## What the task asks
From the records below, return every line containing the word "function".
□ □ □
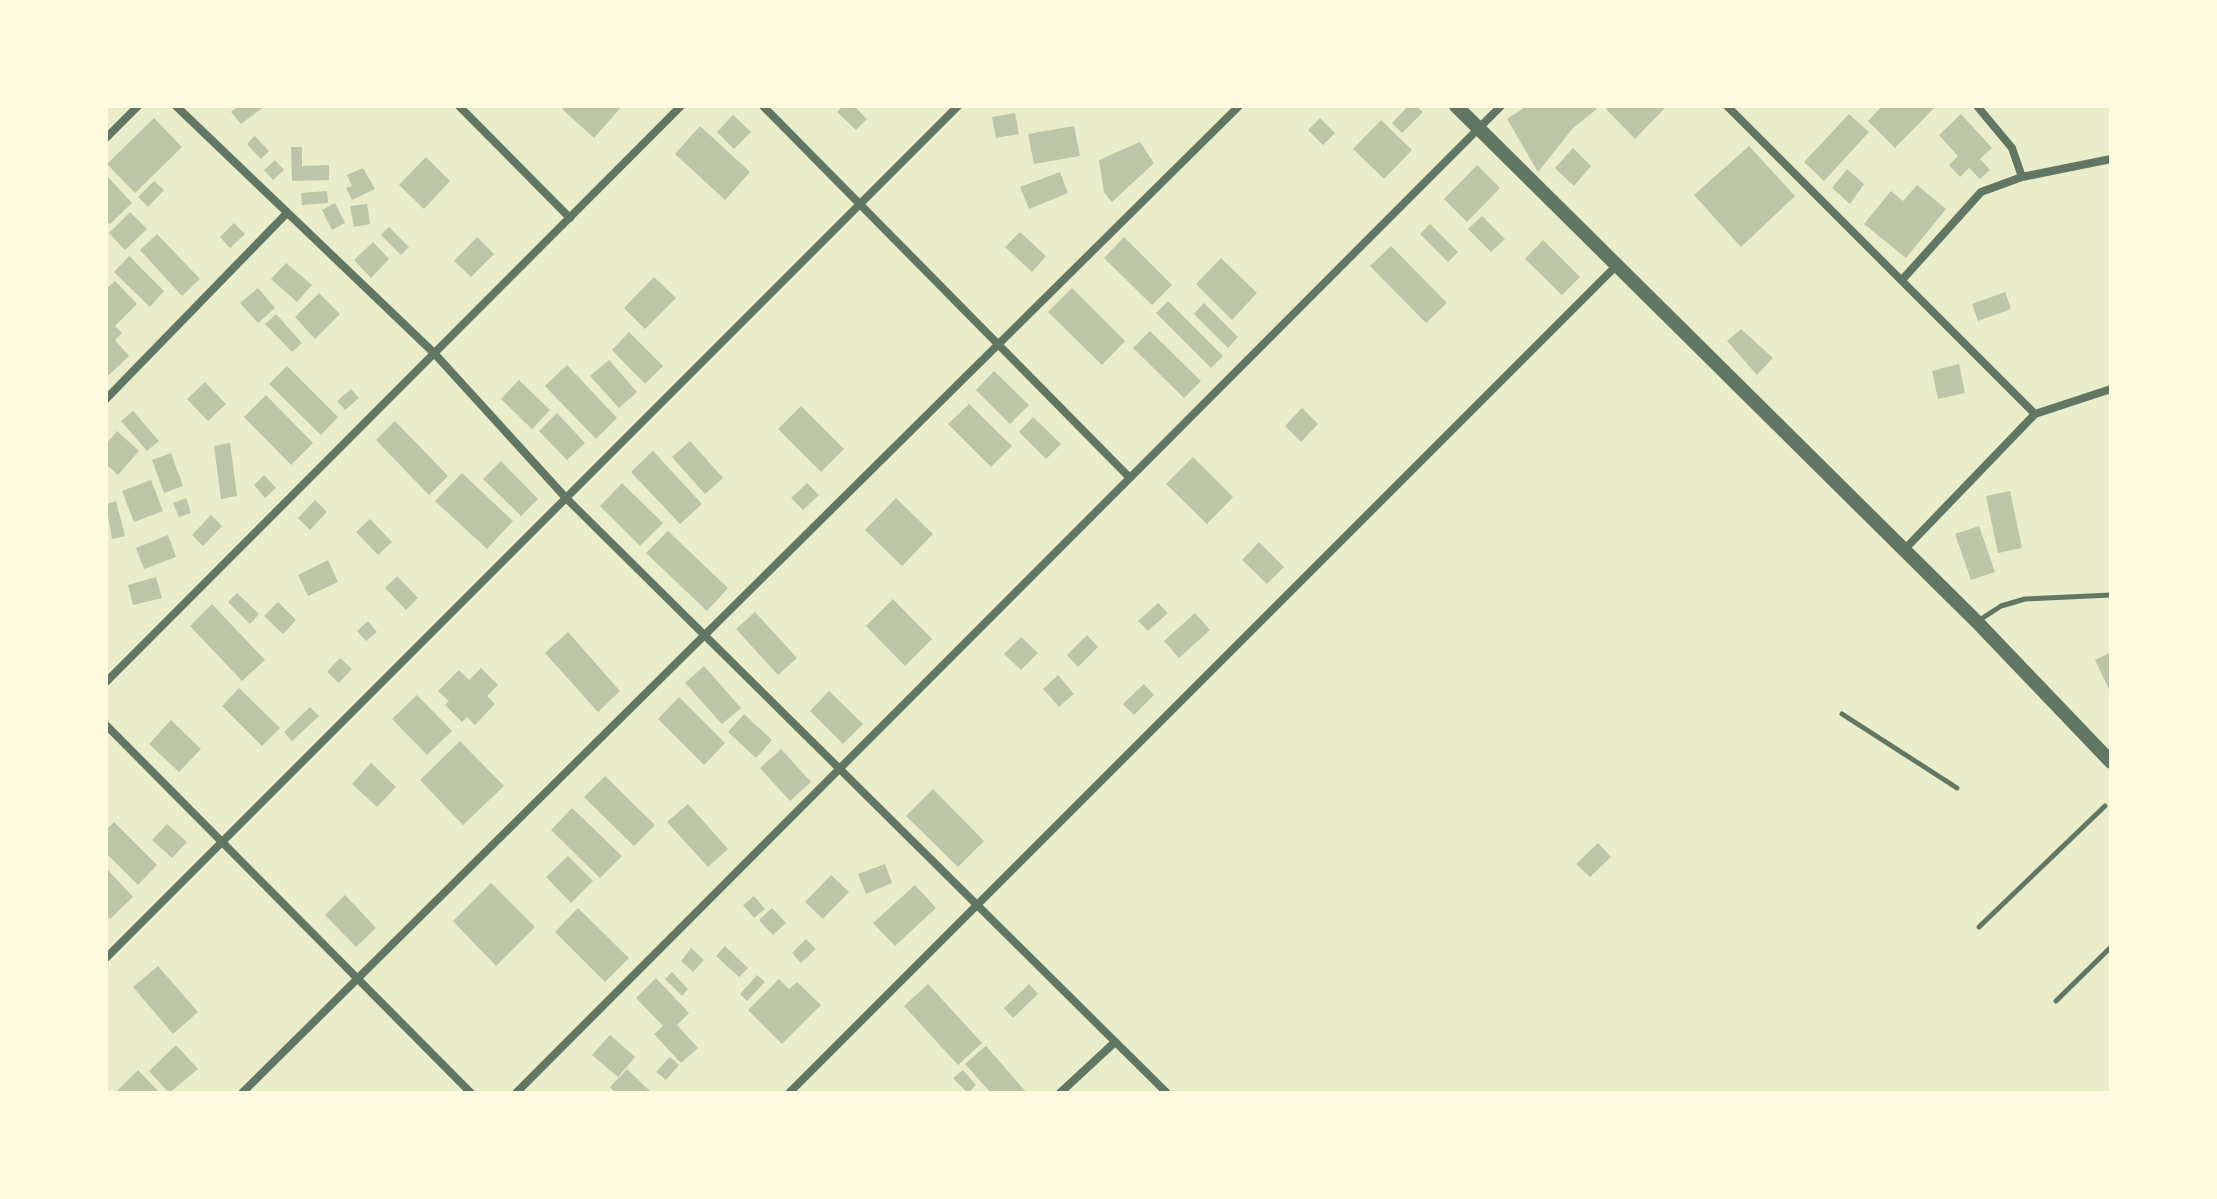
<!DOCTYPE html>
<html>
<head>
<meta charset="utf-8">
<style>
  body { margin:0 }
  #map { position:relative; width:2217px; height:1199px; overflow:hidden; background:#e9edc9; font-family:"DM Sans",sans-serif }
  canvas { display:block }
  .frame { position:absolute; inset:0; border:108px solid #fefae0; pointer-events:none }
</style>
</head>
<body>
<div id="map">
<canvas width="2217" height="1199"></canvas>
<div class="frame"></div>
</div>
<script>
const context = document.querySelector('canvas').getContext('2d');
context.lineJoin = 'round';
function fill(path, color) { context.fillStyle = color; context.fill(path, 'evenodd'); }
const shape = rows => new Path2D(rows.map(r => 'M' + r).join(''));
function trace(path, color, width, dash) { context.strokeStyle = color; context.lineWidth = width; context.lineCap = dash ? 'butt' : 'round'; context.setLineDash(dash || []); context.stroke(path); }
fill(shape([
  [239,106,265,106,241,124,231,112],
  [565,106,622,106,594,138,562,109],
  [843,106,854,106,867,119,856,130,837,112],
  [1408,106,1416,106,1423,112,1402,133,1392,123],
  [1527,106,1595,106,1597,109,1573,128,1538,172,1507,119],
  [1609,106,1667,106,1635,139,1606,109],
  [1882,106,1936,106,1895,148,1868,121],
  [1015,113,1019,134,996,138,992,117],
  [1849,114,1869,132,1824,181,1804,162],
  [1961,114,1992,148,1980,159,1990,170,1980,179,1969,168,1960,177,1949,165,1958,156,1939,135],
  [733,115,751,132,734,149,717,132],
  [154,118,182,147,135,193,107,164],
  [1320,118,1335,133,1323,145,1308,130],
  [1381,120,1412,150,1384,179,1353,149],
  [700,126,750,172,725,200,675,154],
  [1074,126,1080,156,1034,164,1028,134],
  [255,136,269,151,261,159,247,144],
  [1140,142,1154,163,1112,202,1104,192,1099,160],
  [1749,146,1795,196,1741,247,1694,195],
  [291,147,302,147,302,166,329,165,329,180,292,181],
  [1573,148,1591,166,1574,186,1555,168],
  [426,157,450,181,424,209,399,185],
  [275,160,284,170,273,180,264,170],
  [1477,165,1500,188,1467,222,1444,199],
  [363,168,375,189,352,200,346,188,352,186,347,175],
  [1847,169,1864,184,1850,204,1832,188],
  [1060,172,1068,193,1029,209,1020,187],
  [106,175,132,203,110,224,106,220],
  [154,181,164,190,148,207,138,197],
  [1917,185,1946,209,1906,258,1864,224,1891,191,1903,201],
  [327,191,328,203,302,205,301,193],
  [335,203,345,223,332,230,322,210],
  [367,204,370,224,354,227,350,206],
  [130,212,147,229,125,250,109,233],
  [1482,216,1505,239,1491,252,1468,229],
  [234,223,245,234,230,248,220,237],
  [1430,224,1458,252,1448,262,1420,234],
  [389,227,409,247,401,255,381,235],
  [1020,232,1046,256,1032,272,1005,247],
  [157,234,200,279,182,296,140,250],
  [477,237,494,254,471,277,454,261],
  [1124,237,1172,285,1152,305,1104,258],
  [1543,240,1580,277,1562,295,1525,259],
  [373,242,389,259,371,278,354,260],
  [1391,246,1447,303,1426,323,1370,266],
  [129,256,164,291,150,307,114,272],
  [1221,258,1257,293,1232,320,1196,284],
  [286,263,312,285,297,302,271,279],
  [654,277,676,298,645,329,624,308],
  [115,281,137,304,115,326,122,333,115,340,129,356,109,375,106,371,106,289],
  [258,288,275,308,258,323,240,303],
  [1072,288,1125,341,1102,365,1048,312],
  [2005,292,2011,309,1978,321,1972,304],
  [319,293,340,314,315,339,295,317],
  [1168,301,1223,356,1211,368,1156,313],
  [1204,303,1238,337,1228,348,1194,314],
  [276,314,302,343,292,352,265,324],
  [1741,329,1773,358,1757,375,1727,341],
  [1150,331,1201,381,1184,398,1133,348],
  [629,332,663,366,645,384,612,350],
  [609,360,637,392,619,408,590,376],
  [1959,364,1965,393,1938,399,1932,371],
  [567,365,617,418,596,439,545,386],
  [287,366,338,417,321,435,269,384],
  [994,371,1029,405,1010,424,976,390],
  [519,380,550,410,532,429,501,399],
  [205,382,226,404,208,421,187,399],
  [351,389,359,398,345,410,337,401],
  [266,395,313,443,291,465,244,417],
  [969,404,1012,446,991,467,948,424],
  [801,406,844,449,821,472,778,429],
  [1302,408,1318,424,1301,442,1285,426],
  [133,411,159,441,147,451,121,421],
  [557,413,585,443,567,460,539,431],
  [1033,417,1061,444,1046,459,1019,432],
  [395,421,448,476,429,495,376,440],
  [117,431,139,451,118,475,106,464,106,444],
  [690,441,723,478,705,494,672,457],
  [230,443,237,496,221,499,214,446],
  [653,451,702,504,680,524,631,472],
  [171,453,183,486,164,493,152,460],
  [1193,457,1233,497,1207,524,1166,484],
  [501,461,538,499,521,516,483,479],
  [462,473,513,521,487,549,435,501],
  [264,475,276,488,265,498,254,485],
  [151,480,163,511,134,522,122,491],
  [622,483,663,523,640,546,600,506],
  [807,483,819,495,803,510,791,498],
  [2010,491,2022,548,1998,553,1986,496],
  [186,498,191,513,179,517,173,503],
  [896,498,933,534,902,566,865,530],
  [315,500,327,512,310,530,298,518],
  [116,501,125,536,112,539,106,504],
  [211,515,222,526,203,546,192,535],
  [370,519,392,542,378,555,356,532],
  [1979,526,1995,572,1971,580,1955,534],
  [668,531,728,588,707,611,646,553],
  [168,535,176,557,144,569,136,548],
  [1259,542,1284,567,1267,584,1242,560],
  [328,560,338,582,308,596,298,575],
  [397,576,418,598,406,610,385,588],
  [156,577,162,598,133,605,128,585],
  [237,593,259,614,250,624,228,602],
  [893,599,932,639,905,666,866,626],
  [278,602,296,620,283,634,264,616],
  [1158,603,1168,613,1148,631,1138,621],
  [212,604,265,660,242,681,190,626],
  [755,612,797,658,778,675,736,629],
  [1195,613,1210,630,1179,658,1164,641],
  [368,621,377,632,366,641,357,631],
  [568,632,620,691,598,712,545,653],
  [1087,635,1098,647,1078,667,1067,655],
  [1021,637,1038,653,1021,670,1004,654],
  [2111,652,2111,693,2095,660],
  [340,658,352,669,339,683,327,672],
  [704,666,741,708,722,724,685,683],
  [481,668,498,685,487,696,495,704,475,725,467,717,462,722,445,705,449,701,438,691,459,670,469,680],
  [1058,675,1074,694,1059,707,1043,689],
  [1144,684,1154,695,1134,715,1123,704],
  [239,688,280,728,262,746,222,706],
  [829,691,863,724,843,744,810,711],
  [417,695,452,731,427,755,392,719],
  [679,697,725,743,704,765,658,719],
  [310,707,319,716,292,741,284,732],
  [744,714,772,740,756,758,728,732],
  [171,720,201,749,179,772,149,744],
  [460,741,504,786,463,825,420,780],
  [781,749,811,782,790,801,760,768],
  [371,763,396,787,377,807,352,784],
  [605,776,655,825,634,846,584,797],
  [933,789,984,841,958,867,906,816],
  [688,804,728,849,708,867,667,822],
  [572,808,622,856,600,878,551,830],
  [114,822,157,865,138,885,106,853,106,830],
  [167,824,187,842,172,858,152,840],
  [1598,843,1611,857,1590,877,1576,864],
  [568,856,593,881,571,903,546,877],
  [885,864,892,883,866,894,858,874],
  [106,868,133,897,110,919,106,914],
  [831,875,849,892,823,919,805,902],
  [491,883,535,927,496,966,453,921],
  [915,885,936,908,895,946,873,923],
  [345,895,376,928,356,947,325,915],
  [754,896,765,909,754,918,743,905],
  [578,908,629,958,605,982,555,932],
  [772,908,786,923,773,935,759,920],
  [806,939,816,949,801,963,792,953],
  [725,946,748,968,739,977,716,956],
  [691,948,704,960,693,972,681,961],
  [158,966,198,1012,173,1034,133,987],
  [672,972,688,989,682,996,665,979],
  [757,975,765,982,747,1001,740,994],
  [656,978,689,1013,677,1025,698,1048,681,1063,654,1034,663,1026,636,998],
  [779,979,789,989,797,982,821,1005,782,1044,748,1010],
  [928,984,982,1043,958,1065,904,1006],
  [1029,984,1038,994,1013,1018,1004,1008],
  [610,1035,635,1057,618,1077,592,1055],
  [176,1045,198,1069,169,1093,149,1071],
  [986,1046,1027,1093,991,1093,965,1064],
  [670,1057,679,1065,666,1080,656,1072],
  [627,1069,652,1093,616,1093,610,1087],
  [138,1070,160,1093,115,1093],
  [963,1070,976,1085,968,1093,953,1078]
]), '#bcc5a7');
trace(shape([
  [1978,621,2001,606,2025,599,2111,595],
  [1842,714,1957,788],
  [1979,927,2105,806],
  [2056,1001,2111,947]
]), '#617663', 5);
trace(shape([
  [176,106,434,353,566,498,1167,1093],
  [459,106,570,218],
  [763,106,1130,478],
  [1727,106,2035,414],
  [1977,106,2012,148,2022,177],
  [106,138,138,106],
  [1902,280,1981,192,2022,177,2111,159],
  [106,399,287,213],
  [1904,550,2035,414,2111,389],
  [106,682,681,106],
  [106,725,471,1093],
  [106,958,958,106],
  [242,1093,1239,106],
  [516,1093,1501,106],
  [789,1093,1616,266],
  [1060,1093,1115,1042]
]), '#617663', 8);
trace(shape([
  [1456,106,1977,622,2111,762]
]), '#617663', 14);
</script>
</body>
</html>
□ □ □
## Result for this task
function fill(path, color) { context.fillStyle = color; context.fill(path, 'evenodd'); }
function trace(path, color, width, dash) { context.strokeStyle = color; context.lineWidth = width; context.lineCap = dash ? 'butt' : 'round'; context.setLineDash(dash || []); context.stroke(path); }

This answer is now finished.